Председатель предложил говорить Джону Тернеру, тому мальчику, которого мы встретили по дороге сюда. Джон взошел на помост, поклонился присутствующим и сказал, что хочет рассказать историю об одной лошади:
— Один человек отправился, — начал он, — по делу в Небраску. Он ехал верхом на лошади, которую взял жеребенком и сам воспитал. Доехав до места, где дорога поднималась в гору, он повернул вдоль реки. Здесь можно было ездить только зимой, потому что в летнее и весеннее время тут можно было попасть в сыпучие пески, очень опасные для проезда. Но человек тот, не зная этого, выбрал, как он думал, дорогу более легкую для лошади. Он сошел с нее, пустил ее пастись, а сам пошел вперед. Видя, что он далеко отошел от лошади, он сел и стал ждать, пока лошадь дойдет до него. Вдруг он заметил, что ноги его уходят в почву, и он не может их вытащить. Он наклонился к земле и громко свистнул, потом стал кричать, зовя на помощь; до его слуха доносилось пение с того берега реки, но оттуда его, верно, не слыхали; никто не явился спасать его. Между тем страшный песок все глубже и глубже засасывал его. Он ушел в него по плечи и считал уже себя погибшим, когда к нему подскакала его лошадь. Он не мог дотянуться до узды или седла и ухватился за хвост лошади, понукая ее голосом тянуть его вон. Лошадь приналегла и вытащила хозяина на безопасное место.
Мальчик замолчал. Громкое одобрение всей залы наградило рассказчика. После того как шум смолк, председатель предложил желающим обсудить прослушанный рассказ. Несколько человек подняли руки, выражая желание говорить.
Один из мальчиков заметил, что если бы хозяин последовал дурному примеру других и обрезал хвост своей лошади, то ему не за что было бы ухватиться, и он должен бы был погибнуть. Другой сказал, что, если бы он вообще не был добр и ласков с лошадью, она не прибежала бы на его свист и не стала бы стараться его вытаскивать. Третий юный член собрания высказал удивление по поводу того, что слух лошади оказался более чутким к голосу человека, звавшего на помощь, нежели слух подобных ему людей.

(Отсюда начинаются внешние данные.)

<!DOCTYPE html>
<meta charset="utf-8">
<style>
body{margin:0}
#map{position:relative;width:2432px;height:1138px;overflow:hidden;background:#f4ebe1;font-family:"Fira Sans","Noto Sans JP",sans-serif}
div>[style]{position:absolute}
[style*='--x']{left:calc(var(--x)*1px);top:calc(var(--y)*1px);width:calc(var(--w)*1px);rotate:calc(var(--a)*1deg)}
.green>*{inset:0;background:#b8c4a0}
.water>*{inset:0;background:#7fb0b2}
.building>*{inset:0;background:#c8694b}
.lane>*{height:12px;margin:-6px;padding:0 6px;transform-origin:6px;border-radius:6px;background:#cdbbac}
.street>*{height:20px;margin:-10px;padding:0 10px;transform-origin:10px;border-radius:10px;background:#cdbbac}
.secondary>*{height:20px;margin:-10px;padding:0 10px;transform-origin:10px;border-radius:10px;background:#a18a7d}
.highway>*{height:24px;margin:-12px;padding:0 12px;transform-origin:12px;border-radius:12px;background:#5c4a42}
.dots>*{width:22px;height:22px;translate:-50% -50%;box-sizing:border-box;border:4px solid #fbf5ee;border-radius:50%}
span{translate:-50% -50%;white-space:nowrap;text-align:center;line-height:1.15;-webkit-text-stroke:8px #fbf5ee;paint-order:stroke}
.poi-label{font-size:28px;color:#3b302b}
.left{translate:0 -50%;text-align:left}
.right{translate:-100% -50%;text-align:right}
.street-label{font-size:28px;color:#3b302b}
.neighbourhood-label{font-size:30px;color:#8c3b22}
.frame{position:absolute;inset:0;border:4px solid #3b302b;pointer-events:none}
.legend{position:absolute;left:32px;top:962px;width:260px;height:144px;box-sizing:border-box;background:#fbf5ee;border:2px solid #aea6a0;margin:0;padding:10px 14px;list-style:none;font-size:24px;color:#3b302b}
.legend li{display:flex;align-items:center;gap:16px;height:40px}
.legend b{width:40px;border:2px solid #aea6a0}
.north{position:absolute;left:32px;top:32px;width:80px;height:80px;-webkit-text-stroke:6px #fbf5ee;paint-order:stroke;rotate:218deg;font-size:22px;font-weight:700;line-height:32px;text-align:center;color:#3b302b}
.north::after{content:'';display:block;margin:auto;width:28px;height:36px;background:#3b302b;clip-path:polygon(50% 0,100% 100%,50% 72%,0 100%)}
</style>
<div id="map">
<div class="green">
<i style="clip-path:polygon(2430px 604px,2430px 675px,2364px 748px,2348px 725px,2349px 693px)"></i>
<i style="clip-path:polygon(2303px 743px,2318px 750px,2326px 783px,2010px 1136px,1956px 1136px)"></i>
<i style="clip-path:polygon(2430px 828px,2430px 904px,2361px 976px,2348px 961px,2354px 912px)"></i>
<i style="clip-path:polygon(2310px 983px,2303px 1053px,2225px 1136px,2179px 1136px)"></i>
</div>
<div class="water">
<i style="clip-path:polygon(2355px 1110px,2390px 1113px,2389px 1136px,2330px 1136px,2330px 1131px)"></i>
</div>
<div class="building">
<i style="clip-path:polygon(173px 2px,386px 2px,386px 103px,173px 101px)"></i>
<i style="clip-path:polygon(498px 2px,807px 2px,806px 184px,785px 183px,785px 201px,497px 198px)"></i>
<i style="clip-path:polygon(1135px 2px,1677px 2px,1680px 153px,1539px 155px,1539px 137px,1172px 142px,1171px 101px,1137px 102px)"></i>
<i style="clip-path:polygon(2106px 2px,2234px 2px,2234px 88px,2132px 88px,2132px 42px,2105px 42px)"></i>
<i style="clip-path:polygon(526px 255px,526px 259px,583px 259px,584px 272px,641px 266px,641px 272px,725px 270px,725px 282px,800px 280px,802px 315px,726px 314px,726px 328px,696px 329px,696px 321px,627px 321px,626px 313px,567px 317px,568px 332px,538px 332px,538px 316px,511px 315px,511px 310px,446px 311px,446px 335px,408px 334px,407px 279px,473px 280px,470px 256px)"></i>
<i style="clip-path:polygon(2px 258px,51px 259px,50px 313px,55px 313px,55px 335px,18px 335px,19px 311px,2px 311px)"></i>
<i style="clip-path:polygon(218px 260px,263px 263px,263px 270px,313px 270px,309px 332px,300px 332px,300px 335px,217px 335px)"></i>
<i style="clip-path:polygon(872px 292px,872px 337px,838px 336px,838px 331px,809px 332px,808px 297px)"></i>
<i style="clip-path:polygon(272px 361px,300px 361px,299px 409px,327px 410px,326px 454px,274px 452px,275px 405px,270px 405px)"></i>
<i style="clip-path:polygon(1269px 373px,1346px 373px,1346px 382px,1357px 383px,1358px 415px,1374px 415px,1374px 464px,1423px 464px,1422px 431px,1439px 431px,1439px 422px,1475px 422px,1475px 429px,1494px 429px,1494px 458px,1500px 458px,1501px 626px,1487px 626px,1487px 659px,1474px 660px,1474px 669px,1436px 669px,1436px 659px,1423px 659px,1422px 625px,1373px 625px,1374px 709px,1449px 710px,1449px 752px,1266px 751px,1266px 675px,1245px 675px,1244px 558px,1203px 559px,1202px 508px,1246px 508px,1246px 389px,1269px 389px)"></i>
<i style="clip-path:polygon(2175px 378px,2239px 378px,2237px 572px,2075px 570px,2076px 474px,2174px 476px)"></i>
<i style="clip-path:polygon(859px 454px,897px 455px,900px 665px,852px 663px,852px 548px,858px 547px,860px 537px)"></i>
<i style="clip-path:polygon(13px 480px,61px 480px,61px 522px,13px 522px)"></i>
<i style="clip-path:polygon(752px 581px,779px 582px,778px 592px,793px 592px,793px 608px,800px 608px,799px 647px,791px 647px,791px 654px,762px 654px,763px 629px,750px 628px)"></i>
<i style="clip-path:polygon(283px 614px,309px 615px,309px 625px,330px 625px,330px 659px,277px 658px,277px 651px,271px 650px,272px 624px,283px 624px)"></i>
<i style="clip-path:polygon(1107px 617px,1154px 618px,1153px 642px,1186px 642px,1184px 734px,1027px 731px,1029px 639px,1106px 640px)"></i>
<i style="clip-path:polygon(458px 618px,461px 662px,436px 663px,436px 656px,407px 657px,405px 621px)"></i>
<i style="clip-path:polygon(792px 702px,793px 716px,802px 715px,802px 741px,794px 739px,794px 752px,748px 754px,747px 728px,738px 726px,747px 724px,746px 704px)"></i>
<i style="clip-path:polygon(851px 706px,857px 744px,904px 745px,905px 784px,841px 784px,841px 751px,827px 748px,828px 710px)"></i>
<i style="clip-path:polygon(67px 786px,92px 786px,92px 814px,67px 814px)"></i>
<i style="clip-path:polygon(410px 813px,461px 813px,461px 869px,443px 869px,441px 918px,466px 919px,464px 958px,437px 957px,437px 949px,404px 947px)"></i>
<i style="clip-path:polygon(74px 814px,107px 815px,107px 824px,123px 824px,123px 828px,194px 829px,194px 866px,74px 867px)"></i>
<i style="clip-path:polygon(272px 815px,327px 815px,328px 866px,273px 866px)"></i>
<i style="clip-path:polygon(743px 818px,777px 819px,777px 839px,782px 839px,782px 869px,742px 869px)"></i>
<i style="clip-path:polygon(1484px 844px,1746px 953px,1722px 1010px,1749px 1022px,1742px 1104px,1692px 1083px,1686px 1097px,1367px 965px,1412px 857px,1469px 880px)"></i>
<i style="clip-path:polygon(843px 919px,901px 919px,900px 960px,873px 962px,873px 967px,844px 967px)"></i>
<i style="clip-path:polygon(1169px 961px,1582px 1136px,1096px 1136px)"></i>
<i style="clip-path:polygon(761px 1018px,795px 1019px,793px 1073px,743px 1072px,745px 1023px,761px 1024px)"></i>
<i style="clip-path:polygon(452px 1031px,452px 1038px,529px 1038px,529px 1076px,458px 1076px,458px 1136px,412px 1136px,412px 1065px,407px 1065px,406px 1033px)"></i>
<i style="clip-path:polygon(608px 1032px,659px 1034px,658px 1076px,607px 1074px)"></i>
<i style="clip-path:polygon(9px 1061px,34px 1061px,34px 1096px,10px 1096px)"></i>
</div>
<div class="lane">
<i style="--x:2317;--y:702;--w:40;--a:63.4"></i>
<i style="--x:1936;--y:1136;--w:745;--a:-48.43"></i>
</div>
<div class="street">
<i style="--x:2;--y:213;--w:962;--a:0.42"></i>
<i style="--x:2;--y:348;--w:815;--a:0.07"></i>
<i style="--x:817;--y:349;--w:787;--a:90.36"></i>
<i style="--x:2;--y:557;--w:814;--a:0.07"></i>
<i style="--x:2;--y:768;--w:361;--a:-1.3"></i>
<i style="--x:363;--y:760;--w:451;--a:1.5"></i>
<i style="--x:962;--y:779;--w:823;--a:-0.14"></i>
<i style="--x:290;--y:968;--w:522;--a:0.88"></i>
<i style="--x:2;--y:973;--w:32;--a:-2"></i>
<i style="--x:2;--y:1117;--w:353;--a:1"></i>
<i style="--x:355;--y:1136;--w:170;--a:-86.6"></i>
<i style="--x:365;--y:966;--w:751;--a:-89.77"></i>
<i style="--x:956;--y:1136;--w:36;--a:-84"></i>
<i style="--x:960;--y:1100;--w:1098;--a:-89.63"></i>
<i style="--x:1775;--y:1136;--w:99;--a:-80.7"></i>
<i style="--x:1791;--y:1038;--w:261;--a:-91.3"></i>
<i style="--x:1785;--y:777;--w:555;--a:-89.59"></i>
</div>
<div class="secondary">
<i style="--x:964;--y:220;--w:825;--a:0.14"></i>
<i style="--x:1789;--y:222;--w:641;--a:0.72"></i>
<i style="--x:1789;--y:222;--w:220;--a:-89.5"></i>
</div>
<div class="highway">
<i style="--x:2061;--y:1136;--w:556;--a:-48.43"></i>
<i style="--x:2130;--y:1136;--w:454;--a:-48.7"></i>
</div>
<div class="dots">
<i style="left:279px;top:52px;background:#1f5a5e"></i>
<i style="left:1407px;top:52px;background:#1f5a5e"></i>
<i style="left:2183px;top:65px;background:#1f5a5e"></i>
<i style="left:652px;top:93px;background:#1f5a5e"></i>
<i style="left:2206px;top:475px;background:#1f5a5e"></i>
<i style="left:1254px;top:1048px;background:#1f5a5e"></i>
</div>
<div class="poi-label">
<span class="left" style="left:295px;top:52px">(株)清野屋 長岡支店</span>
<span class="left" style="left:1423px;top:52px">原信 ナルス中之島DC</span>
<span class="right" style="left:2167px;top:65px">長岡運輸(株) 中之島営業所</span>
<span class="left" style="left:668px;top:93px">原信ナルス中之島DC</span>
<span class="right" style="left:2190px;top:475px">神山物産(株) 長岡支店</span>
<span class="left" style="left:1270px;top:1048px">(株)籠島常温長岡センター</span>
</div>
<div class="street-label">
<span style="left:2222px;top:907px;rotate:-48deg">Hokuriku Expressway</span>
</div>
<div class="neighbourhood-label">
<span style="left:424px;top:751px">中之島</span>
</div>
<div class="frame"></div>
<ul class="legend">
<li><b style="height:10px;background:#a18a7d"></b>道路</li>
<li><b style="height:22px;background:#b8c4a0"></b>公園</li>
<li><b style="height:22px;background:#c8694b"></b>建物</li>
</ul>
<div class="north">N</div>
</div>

Выслушав все эти замечания, председатель предложил желающим рассказать еще какие-нибудь случаи из жизни животных, своих или чужестранных.

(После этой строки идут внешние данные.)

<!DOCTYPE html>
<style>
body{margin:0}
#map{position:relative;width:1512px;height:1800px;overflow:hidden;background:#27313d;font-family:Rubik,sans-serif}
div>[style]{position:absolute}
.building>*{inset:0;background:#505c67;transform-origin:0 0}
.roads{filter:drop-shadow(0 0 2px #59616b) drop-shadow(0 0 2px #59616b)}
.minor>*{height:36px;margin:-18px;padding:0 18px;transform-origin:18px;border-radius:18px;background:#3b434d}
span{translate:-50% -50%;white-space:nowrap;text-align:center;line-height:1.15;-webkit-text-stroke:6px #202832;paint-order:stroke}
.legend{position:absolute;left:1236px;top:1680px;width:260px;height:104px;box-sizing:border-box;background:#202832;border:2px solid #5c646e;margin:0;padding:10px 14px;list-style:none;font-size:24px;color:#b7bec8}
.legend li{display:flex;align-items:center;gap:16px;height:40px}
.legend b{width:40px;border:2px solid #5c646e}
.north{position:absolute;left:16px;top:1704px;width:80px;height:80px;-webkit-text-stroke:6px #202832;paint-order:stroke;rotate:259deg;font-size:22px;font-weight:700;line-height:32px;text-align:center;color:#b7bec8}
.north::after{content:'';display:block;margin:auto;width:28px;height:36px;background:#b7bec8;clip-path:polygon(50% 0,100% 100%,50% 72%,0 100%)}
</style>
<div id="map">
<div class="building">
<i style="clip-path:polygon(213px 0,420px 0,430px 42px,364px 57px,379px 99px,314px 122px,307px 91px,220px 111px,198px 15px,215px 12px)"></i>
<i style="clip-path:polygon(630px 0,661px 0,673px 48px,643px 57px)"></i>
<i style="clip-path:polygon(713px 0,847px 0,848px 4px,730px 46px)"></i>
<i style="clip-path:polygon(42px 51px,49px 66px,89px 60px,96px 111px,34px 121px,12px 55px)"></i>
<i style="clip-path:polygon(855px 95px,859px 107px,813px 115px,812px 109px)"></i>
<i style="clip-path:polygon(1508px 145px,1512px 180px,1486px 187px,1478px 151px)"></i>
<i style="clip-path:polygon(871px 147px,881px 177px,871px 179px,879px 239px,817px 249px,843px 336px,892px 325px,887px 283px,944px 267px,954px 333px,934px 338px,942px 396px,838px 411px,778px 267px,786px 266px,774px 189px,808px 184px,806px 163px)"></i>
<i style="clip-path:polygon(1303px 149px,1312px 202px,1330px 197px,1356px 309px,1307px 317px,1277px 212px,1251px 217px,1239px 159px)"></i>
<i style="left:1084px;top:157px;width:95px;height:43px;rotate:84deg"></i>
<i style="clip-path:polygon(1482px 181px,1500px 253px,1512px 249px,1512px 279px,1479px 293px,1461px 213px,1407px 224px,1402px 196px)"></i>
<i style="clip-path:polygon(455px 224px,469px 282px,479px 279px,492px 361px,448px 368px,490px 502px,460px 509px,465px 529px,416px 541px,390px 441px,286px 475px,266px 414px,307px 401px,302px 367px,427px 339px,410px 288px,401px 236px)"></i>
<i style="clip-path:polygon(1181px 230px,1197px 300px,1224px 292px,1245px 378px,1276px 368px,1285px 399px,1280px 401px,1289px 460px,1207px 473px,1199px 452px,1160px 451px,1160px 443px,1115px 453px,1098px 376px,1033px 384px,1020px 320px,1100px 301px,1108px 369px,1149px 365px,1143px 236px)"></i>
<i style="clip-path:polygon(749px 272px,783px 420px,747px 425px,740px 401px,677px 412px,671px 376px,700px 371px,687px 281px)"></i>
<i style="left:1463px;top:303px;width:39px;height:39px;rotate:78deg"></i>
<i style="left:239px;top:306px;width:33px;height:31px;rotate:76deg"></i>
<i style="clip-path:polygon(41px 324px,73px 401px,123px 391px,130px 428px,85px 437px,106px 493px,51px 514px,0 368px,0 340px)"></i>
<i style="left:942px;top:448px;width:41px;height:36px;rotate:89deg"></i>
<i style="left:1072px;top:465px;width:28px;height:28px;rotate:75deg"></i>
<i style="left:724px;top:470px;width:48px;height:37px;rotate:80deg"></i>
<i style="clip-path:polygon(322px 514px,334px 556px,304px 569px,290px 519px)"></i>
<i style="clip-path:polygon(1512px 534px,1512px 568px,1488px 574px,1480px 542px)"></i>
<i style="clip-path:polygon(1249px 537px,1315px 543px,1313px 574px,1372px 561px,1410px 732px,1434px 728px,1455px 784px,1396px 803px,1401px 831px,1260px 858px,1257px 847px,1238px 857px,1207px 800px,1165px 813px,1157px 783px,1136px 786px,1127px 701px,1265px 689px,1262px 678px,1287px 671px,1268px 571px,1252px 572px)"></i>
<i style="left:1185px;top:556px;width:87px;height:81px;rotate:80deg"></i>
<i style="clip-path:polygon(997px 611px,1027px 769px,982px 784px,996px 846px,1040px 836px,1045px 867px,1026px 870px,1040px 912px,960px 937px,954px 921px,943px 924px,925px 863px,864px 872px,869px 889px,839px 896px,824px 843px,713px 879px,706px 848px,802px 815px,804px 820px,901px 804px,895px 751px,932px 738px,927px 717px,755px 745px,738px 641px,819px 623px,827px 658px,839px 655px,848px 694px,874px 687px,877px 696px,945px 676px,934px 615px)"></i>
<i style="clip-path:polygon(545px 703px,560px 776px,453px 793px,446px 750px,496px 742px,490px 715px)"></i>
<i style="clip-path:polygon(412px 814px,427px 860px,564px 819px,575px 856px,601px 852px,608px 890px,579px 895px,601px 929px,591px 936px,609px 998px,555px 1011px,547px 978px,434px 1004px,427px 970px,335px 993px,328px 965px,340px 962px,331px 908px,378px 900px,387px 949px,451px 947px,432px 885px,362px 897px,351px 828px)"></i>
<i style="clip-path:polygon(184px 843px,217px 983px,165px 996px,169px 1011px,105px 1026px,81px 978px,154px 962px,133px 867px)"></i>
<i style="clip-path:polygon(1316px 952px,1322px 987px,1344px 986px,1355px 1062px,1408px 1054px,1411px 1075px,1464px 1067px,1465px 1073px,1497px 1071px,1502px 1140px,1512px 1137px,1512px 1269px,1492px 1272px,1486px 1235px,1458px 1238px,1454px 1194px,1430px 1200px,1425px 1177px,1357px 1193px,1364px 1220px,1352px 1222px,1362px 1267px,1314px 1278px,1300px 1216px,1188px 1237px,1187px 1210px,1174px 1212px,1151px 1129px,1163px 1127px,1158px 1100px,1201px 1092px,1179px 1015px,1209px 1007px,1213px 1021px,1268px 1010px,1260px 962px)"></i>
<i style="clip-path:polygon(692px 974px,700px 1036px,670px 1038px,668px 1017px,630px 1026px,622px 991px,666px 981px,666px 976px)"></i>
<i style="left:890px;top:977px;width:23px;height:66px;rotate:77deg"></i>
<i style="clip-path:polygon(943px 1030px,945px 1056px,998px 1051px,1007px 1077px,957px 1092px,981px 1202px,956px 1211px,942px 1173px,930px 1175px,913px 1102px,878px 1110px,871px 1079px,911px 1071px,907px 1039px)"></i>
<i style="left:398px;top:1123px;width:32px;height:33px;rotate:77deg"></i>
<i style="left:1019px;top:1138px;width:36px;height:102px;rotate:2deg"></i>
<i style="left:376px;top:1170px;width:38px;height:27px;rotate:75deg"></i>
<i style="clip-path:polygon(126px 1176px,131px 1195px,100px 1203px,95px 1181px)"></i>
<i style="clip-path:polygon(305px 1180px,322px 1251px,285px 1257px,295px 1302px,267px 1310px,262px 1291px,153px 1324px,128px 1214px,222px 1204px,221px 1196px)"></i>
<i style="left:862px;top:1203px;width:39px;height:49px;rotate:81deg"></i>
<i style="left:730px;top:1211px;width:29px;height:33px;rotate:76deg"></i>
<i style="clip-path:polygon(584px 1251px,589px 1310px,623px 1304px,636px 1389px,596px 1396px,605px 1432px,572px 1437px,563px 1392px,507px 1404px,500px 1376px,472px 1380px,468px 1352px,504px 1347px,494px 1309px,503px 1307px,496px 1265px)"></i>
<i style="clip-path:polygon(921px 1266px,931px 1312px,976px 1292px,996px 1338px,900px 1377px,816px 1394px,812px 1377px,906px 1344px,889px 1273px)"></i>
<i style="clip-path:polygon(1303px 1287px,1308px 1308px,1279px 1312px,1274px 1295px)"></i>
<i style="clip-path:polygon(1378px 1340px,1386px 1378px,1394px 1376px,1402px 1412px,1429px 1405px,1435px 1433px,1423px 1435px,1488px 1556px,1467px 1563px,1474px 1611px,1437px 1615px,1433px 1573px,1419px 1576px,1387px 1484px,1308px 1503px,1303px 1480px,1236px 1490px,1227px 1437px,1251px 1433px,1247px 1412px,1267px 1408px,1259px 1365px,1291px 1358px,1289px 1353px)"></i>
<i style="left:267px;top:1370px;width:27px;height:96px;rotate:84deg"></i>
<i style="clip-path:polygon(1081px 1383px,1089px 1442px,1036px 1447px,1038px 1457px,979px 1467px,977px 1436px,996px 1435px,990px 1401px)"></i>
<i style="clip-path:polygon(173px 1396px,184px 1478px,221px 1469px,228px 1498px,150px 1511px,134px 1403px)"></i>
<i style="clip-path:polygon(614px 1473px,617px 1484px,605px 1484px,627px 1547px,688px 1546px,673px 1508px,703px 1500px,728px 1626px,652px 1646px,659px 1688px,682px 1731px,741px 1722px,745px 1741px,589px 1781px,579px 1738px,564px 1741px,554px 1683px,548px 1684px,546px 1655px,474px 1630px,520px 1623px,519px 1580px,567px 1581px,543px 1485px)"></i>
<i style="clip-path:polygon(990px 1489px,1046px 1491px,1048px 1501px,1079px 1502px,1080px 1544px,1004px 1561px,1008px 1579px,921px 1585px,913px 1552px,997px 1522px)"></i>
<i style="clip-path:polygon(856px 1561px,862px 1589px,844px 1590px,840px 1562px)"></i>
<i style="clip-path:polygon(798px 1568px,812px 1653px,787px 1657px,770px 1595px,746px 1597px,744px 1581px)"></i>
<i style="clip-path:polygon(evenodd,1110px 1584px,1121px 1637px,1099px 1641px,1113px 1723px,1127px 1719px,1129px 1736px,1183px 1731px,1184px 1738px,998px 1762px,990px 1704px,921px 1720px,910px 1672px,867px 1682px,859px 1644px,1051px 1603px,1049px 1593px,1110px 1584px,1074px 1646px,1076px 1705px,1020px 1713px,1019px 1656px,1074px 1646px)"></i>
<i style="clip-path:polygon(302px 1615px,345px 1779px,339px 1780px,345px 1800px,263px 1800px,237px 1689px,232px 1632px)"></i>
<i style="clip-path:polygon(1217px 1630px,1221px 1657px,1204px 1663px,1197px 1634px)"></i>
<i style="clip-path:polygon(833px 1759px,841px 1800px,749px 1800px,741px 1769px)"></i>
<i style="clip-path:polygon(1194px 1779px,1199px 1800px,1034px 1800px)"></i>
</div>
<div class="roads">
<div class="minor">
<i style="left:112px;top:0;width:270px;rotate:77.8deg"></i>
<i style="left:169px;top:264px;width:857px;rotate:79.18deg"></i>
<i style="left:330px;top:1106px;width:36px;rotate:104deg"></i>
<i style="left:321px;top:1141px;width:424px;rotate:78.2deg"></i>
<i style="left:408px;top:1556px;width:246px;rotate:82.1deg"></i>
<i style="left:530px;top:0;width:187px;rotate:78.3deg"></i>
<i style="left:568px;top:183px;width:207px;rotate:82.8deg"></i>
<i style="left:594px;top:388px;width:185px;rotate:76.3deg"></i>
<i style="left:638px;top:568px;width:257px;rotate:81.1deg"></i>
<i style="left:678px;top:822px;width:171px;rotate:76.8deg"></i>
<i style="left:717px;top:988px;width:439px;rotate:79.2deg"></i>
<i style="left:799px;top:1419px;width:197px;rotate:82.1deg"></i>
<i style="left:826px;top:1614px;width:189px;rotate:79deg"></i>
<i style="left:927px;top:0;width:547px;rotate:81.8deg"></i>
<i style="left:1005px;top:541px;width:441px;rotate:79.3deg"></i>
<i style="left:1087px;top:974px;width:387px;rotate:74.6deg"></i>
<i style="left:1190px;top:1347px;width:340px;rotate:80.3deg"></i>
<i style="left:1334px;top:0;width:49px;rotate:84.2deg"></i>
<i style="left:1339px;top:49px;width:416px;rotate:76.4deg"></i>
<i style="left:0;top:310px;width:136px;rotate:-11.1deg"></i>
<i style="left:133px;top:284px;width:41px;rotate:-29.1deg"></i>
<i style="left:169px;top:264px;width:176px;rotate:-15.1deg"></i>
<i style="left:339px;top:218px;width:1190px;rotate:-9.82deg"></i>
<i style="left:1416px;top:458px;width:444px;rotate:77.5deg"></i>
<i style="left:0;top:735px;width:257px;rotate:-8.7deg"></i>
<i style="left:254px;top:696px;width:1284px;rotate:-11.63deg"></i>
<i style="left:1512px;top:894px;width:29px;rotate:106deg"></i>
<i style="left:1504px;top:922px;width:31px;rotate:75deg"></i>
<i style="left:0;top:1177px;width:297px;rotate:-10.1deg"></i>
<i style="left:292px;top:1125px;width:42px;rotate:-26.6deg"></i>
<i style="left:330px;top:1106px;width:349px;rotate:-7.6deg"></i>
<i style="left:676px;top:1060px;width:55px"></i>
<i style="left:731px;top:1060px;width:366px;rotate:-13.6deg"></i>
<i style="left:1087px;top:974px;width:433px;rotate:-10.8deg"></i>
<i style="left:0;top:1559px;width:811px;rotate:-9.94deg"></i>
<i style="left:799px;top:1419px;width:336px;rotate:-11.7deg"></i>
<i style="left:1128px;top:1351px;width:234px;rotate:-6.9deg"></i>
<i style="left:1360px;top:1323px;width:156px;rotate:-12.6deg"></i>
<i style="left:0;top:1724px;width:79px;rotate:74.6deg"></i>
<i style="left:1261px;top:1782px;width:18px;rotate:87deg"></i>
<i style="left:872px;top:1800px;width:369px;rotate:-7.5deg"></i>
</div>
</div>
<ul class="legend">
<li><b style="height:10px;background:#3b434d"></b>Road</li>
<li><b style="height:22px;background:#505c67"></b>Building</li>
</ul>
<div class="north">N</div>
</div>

Маленькая девочка с веселым личиком и сверкающими глазками вышла вперед и поднялась на помост.
— Мой дедушка, — начала она тонким голоском, — рассказывал, как ему кто-то подарил обезьянку. Злые мальчики в деревне мучили обезьянку, она убежала на дерево. Мальчики стали бросать в нее камушки; но один человек красил дом, увидев это, он прогнал мальчиков. Обезьянка спрыгнула с дерева, подбежала к человеку и пожала ему руку. Да, это правда, дедушка сам видел!
Вся зала разразилась дружным смехом и рукоплесканиями.
Девочка соскочила с помоста и села на свое место, но тотчас же опять взбежала на помост и опять заговорила:
— Я забыла сказать, что дедушка рассказывал еще, как эта обезьянка, в другой раз, опрокинула масло человека, красившего дом, и сама каталась в масле, а потом прыгнула к дедушке в бочонок с мукой.